- _TASK ITEM_:
Exact copies of all the entries are required, and no pictures should appear in them.

- _DATA FOR PROCESSING_:
- Opening Delimiter -

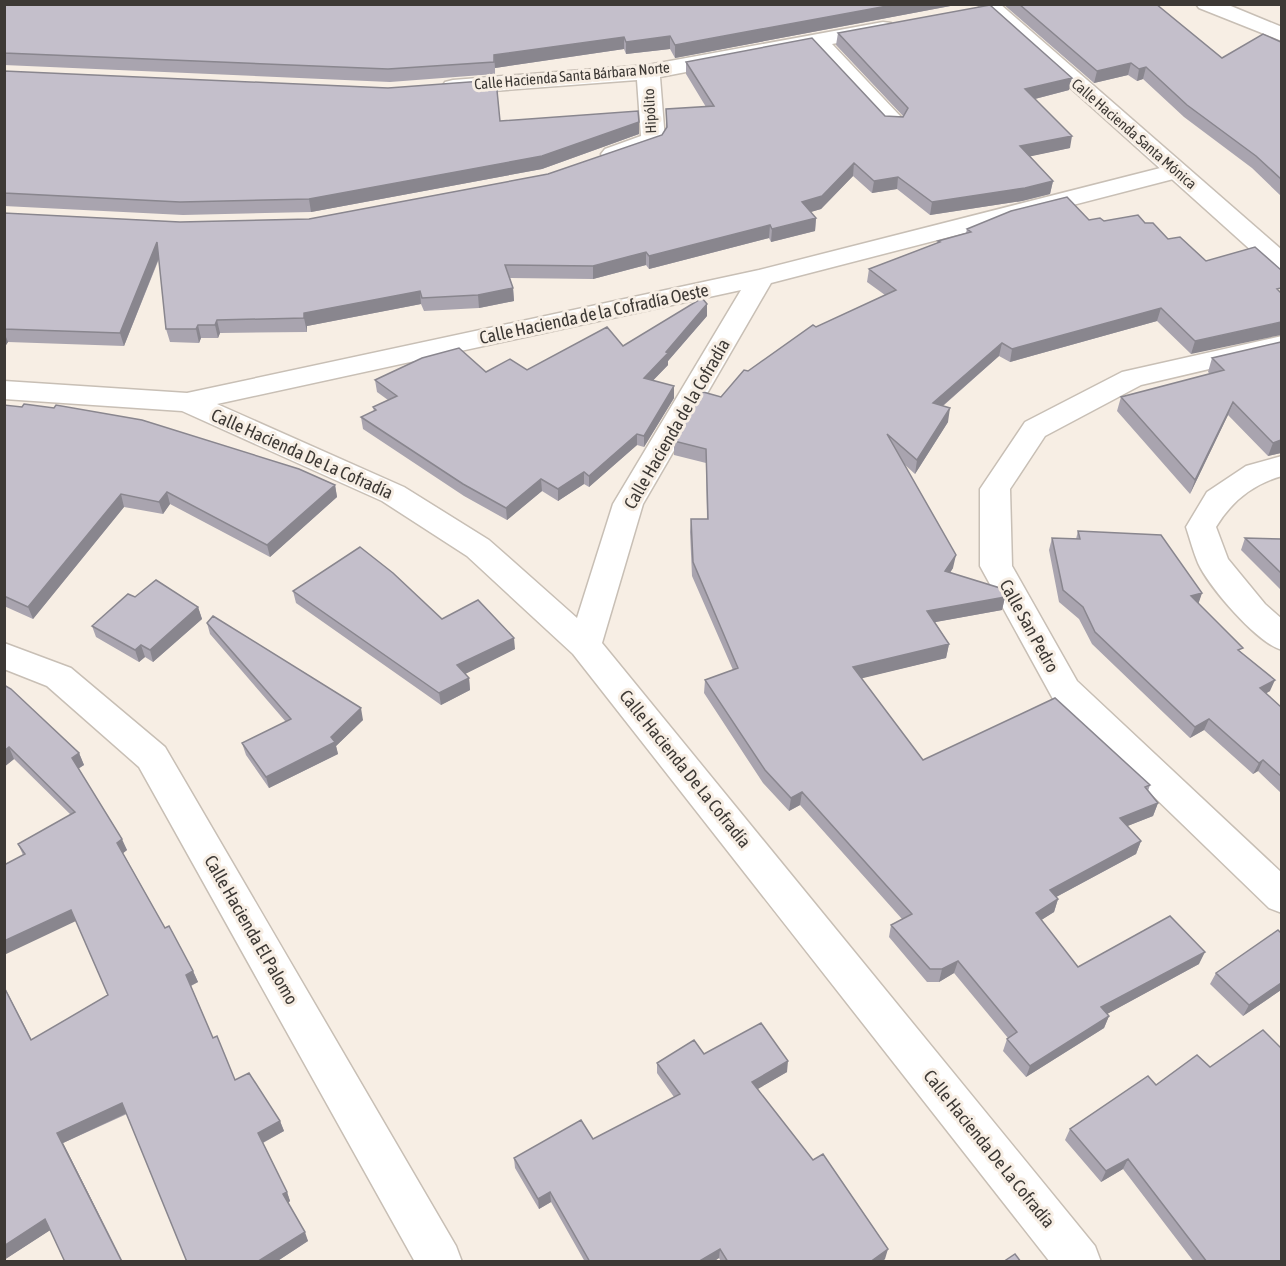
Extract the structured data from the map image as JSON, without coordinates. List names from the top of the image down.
{
  "streets": {
    "street": [
      "Calle Hacienda Santa Bárbara Norte",
      "Hipólito",
      "Calle Hacienda Santa Mónica",
      "Calle Hacienda de la Cofradía Oeste",
      "Calle Hacienda de la Cofradía",
      "Calle Hacienda De La Cofradía",
      "Calle San Pedro",
      "Calle Hacienda El Palomo"
    ]
  },
  "crossings": [
    ["Calle Hacienda Santa Bárbara Norte", "Hipólito"],
    ["Calle Hacienda Santa Mónica", "Calle Hacienda de la Cofradía Oeste"],
    ["Calle Hacienda de la Cofradía Oeste", "Calle Hacienda de la Cofradía"],
    ["Calle Hacienda de la Cofradía Oeste", "Calle Hacienda De La Cofradía"],
    ["Calle Hacienda de la Cofradía", "Calle Hacienda De La Cofradía"]
  ]
}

- Closing Delimiter -

- _RESULT OF THIS TASK_:
Extract the structured data from the map image as JSON, without coordinates. List names from the top of the image down.
{
  "streets": {
    "street": [
      "Calle Hacienda Santa Bárbara Norte",
      "Hipólito",
      "Calle Hacienda Santa Mónica",
      "Calle Hacienda de la Cofradía Oeste",
      "Calle Hacienda de la Cofradía",
      "Calle Hacienda De La Cofradía",
      "Calle San Pedro",
      "Calle Hacienda El Palomo"
    ]
  },
  "crossings": [
    ["Calle Hacienda Santa Bárbara Norte", "Hipólito"],
    ["Calle Hacienda Santa Mónica", "Calle Hacienda de la Cofradía Oeste"],
    ["Calle Hacienda de la Cofradía Oeste", "Calle Hacienda de la Cofradía"],
    ["Calle Hacienda de la Cofradía Oeste", "Calle Hacienda De La Cofradía"],
    ["Calle Hacienda de la Cofradía", "Calle Hacienda De La Cofradía"]
  ]
}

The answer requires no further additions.